**Information**

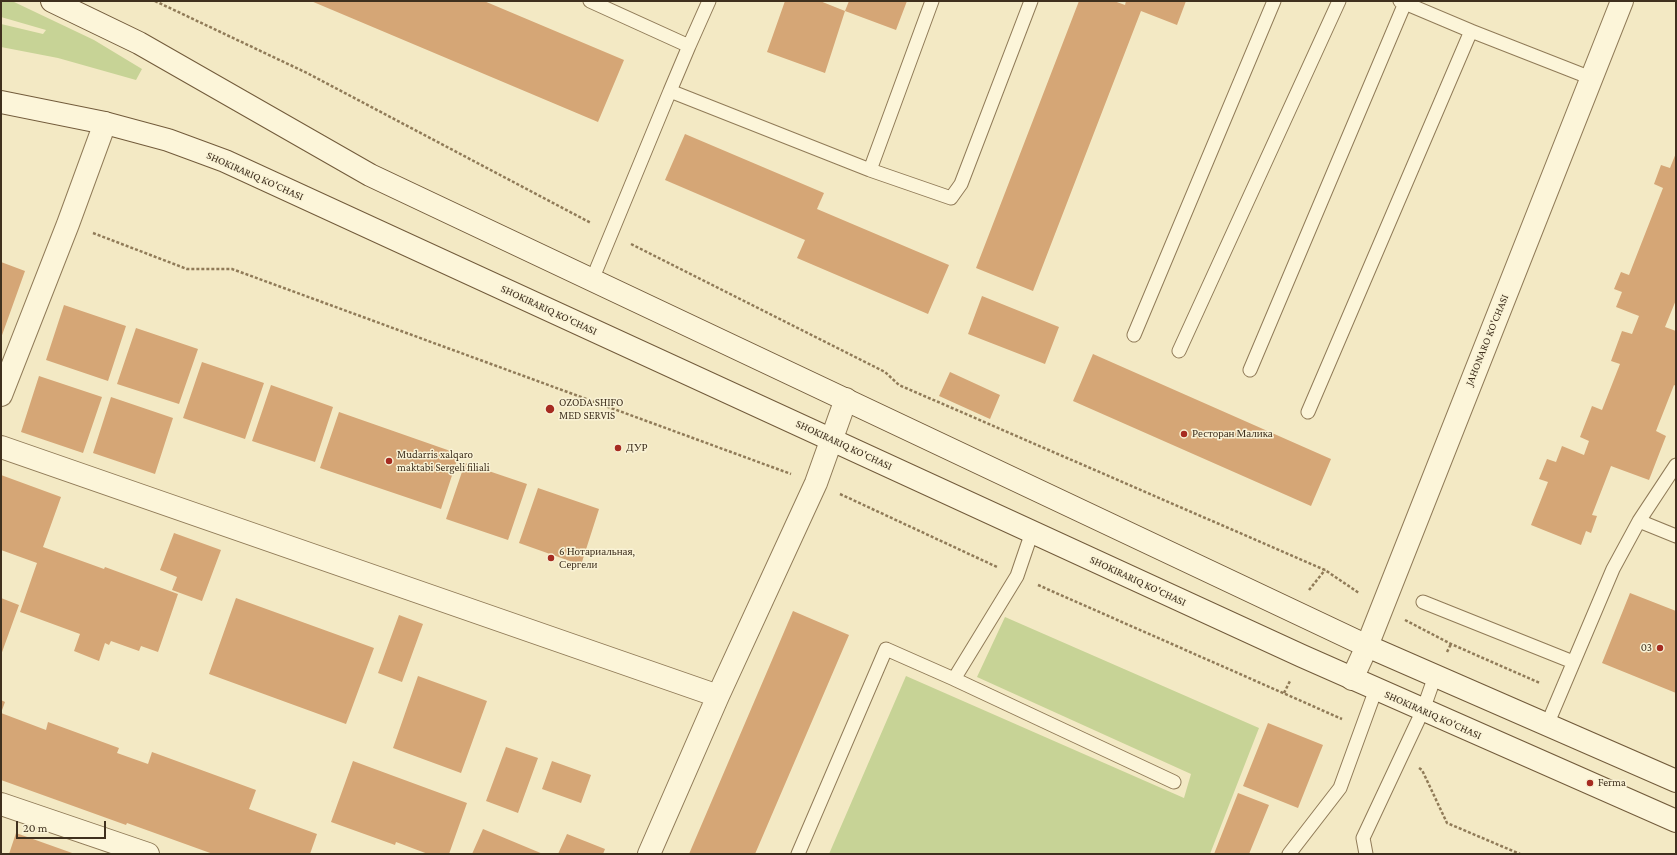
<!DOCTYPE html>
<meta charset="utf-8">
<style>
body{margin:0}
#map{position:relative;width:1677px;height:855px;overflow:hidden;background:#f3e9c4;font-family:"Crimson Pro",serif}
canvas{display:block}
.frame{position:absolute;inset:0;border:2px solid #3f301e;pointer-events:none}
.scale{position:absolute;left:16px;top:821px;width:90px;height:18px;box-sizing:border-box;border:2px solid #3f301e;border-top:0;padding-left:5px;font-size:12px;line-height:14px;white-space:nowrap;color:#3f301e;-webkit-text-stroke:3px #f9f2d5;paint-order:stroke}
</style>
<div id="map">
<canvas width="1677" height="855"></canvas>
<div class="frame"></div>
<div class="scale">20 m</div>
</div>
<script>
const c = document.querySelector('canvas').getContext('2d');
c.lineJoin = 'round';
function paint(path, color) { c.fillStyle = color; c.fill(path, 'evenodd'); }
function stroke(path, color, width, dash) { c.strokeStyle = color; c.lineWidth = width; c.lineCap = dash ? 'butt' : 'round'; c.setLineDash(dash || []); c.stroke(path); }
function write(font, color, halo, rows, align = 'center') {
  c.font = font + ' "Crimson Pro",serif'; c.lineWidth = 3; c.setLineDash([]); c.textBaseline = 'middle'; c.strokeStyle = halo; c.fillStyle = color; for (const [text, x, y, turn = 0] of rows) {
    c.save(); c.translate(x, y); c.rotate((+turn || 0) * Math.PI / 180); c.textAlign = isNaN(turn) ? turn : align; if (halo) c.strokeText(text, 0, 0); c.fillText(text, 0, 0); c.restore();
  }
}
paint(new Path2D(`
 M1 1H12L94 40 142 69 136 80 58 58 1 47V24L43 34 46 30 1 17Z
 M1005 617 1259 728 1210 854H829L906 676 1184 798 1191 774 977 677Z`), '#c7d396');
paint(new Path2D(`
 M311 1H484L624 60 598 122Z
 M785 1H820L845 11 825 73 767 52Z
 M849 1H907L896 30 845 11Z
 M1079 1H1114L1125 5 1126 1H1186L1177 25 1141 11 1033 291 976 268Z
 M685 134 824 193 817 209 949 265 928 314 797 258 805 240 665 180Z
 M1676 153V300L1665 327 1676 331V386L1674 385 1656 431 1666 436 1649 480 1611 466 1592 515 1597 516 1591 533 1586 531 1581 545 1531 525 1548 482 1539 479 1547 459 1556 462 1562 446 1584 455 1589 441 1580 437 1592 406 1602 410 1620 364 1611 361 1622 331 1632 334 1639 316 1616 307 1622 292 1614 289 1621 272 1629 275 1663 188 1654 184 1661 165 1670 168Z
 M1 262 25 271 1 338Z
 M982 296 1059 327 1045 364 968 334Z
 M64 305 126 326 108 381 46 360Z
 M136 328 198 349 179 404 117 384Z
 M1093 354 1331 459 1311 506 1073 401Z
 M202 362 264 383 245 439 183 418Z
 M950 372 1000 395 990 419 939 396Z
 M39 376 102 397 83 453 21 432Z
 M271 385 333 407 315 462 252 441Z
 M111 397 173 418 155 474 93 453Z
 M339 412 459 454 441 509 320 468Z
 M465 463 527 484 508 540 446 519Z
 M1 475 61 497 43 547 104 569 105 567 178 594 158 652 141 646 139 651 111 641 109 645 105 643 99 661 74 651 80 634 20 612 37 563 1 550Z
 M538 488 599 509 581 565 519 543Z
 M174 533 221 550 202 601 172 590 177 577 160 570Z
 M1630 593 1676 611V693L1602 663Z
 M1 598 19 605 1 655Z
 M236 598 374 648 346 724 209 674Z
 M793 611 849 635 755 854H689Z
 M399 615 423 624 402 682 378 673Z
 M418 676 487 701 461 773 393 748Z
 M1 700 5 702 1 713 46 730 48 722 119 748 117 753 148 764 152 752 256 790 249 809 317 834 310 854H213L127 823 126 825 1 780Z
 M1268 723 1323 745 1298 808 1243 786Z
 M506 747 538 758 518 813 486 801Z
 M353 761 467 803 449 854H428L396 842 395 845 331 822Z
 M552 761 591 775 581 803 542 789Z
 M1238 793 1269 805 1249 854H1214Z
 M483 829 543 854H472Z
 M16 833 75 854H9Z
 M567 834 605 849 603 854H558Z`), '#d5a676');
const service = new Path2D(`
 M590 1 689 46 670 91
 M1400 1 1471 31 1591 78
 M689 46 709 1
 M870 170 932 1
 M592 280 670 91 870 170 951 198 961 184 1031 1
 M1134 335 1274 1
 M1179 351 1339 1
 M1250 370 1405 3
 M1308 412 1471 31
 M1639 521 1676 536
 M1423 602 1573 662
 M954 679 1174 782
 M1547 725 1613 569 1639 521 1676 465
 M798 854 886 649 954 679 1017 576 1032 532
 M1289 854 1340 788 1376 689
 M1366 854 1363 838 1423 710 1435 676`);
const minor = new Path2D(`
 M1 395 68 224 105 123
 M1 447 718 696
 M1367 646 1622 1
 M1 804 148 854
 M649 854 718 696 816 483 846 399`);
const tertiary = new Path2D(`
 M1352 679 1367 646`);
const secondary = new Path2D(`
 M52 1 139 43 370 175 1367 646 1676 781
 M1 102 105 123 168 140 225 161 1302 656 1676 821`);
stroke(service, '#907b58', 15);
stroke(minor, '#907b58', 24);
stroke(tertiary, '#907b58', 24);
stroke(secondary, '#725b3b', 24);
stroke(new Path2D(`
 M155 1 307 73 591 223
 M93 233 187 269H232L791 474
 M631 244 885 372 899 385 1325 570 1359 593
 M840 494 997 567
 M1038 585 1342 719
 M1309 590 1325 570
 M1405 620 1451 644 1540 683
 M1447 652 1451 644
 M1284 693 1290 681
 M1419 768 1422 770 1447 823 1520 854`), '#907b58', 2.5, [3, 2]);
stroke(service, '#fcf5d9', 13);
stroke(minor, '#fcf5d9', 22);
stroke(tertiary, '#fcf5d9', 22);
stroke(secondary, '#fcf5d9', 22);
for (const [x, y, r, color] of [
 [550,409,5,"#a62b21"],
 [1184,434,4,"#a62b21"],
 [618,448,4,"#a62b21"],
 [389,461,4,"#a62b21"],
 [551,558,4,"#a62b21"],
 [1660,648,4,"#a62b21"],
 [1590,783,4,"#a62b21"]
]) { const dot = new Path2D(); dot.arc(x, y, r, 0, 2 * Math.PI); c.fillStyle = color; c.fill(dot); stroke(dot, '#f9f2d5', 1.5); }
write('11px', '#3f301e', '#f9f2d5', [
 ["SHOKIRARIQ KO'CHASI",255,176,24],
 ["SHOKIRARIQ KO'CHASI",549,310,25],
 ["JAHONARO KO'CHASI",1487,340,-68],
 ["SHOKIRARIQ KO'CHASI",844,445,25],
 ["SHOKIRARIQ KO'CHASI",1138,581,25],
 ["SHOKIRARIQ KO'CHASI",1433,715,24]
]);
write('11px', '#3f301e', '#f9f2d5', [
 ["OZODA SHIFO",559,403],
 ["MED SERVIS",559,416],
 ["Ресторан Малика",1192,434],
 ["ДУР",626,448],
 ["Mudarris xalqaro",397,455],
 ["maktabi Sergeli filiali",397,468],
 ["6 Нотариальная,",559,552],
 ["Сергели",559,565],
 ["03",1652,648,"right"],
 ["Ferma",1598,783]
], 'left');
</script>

* * *

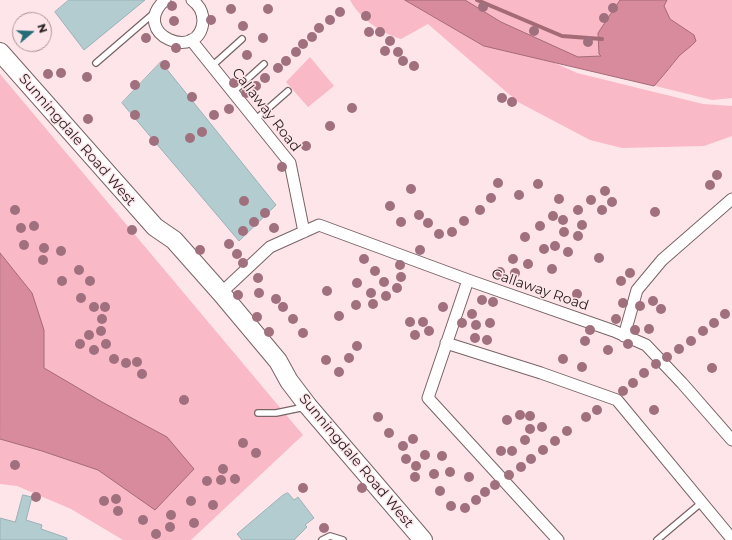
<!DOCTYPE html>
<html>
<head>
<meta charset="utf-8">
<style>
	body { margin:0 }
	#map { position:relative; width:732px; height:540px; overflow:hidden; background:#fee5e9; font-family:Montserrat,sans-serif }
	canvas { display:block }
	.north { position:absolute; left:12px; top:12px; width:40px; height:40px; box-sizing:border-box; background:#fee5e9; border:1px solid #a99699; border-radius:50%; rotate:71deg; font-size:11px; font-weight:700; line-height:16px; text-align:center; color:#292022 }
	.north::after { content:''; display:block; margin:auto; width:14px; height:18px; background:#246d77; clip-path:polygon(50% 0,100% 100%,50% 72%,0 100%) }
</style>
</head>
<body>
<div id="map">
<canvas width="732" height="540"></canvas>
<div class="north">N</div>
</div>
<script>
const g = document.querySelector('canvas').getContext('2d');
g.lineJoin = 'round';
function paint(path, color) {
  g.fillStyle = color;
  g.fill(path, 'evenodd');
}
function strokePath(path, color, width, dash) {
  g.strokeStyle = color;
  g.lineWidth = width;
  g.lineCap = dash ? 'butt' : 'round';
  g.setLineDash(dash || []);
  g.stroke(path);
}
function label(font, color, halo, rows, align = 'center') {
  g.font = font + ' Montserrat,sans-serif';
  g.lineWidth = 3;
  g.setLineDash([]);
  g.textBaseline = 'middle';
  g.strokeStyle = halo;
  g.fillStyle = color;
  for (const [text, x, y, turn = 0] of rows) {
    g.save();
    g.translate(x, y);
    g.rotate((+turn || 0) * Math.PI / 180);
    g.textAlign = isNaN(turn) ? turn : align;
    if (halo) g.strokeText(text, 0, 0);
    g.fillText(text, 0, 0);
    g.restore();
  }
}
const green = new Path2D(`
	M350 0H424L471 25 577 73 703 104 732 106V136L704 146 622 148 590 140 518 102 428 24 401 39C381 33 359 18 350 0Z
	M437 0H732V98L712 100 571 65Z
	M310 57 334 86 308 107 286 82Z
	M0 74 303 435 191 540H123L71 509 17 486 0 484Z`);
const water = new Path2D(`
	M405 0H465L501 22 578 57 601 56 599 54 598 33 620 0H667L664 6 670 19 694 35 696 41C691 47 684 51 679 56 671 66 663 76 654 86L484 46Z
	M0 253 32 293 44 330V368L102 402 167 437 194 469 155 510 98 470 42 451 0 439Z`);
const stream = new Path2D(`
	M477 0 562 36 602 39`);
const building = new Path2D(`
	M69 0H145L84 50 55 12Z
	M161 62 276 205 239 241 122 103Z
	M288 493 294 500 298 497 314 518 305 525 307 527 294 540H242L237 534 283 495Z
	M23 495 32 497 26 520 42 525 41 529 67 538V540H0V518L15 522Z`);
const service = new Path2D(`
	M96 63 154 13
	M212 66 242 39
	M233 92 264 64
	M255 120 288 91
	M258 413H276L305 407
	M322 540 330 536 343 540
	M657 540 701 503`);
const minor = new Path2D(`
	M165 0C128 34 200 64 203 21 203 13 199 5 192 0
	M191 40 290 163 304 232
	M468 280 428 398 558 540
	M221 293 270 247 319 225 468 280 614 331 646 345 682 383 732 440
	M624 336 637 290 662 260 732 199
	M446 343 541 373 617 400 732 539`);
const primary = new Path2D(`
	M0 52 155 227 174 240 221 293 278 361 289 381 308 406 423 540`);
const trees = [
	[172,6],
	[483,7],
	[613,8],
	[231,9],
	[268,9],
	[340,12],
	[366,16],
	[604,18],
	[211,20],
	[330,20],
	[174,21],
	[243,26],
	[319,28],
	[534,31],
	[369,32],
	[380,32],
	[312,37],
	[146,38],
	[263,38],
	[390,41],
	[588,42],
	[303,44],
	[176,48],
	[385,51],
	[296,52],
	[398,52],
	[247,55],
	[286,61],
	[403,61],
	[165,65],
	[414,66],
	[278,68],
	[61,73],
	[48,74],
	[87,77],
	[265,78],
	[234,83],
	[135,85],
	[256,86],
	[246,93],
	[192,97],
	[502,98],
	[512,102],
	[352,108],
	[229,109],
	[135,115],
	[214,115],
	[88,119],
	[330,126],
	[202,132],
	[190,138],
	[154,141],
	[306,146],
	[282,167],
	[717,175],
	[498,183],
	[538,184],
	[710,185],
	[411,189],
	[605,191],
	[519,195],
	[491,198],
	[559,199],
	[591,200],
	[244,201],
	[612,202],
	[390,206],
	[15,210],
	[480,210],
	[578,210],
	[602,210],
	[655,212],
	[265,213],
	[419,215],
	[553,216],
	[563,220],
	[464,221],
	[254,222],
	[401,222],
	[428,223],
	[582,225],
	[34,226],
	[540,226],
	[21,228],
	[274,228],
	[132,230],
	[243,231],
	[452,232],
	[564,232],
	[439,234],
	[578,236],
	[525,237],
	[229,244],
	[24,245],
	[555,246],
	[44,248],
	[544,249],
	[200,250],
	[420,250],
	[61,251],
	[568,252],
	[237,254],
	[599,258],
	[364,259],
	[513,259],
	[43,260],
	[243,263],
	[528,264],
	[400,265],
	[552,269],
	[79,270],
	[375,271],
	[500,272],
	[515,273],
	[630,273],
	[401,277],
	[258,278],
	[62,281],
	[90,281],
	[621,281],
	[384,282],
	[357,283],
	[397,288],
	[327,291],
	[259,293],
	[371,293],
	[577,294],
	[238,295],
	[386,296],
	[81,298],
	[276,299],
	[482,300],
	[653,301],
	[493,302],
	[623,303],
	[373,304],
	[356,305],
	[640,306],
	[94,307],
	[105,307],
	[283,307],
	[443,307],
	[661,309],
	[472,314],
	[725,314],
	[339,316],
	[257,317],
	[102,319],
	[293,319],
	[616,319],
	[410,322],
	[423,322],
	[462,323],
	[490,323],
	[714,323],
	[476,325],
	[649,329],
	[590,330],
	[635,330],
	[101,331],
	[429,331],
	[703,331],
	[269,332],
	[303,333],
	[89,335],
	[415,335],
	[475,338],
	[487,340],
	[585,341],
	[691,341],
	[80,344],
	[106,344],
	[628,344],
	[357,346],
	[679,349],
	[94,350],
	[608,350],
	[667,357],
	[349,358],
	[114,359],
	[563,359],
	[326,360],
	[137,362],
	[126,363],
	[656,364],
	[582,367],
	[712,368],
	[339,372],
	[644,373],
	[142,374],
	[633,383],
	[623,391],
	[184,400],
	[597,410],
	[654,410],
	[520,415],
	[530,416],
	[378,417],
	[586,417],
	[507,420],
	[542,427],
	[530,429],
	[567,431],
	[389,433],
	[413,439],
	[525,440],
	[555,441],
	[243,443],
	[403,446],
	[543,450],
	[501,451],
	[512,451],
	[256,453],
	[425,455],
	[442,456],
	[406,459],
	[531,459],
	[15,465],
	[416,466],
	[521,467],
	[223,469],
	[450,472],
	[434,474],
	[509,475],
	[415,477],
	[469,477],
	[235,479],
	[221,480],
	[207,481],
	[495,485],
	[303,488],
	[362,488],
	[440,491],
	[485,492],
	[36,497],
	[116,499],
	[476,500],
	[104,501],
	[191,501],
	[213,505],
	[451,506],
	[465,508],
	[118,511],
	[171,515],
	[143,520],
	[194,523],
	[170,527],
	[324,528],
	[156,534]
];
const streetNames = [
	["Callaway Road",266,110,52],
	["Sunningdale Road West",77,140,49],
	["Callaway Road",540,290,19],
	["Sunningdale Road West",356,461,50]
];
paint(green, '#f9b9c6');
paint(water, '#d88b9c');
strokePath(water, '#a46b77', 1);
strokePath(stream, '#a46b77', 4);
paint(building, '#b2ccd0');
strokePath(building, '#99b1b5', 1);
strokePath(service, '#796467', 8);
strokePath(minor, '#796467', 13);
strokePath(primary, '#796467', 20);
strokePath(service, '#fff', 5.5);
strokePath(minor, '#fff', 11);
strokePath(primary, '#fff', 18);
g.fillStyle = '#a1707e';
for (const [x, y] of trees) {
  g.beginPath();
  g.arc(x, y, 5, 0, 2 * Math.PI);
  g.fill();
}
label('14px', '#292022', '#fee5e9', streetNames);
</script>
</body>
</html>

**Task goal**
Say how many lines of the material hold the string "center". Nothing else should be written.

**The completed task**
3